This story is part of a KXAN series of reports called “Stop Mass Shootings,” providing context and exploring solutions surrounding gun violence in the wake of the deadly Uvalde school shooting. We want our reports to be a resource for Texans, as well as for lawmakers who are convening a month after the events in Uvalde to discuss how the state should move forward. Explore all “Stop Mass Shootings” stories by clicking here.
AUSTIN (KXAN) — It is summer, but school is still in session for the children at the Boy’s and Girl’s Clubs of Austin.
KXAN’s Britt Moreno stopped by their NYOS campus for the day’s lesson: what’s on the minds of incoming fourth and fifth graders. Those children are the same age as the 19 kids in Uvalde who were shot and killed by a teenage gunman in May.
Their answers range from the wonderful carefree nature that childhood should be, to heavy thoughts weighing down their hearts. These children have a lot of energy and love to offer.
These are the same questions late artist Judy Gelles asked during the “The Fourth Grade Project.” Gelles interviewed and photographed over 300 fourth-grade students from all over the U.S. and world from various socioeconomic backgrounds and cultures for the project.
Who do you live with?
Nine-year-old Khari said “My mom and my dad.”
Eight-year-old Ryan’s answer showcases the conflict a child of immigrants whose family is divided faces.

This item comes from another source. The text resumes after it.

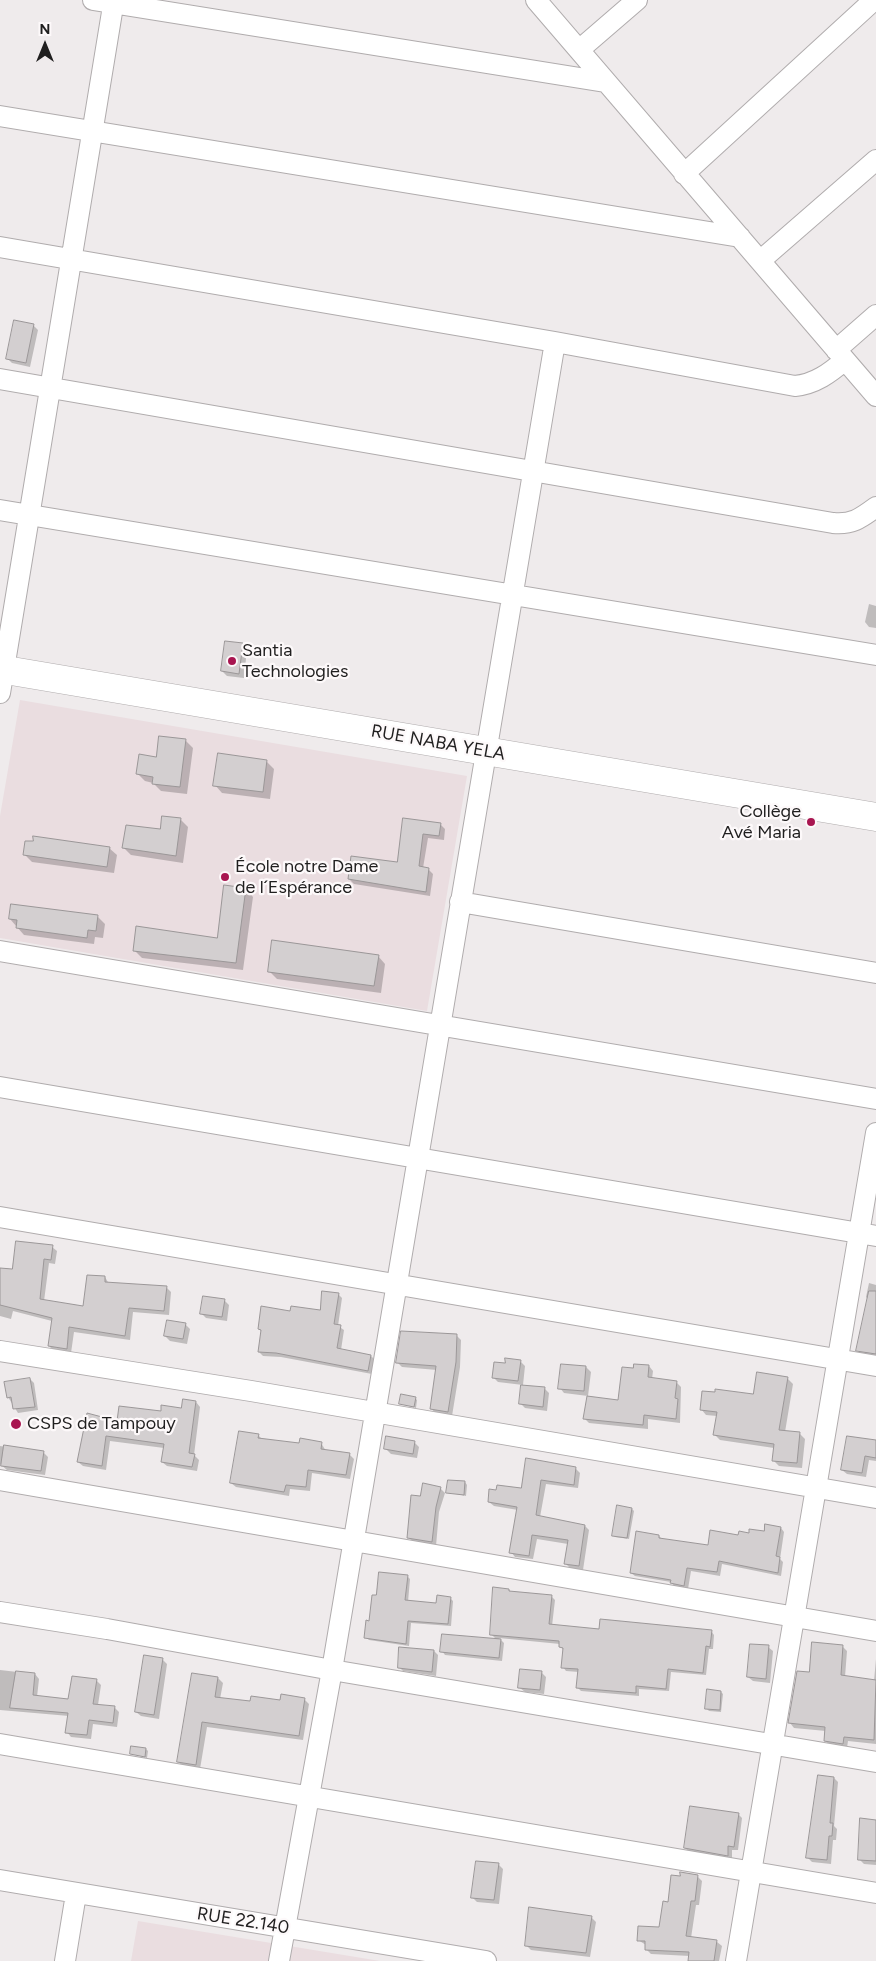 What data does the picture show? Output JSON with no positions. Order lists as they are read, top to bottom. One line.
{"streets":{"street":["RUE NABA YELA","RUE 22.140"]},"places":["Santia Technologies","Collège Avé Maria","École notre Dame de l´Espérance","CSPS de Tampouy"],"north":"top"}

“My mom and my dad. My mom and my family mostly. I am the second biggest. My bigger brother is in my home country and there’s a baby sister with him and I have a little brother here,” Ryan said.
Nine-year-old Victoria shares what it’s like to have a split household.
“My mom and my dad. They broke up, so I’m like switching every week now,” Victoria said.
What makes you happy?
Ella, 10, said “being with family.”
Luca, 9, said “playing soccer or playing on a device.”
Andres, 10, said “getting to spend time with my family and having a sister because I have always wanted one.”
Victoria said “being with my family when they’re not all grumpy and stuff.”
What do you worry about?
Khari said “most of the time nothing and I just chill.”
Andres said “I worry about a lot of stuff. I usually just worry about my sister getting hurt really bad.”
Victoria said “I don’t worry about a lot of things, but if I would worry about something it would be if me and Ella would stop being friends.”
What do you wish for?
Ella shyly said “another puppy.” Andres, who holds another wish close to his heart, said “I don’t know because there’s so much stuff. If I had to wish for something it would be spend more time with my mom, my biological mom, because she passed away three years ago.” Ryan said “I wish for just having a better life”.
The “Fourth Grade Project” project can be seen at the Bullock Texas State History Museum through Dec. 11.
Margaret Koch, director of the Bullock Museum, said in a statement to KXAN: “The Bullock Museum has a special affinity for 4th graders. Fourth-grade students study Texas history in-depth and every year thousands of them and their teachers fill our galleries with their dynamic energy and enthusiasm. To deepen that connection, in 2019 the Bullock Museum made plans to host The Fourth Grade Project. The stories represented in this exhibition, collected between 2008 and 2019 from 4th graders around the world, reflect many of the same issues that are also on the minds of young Texans. Take this opportunity to pause, hear their voices, and understand the ways in which what they face impacts us all.”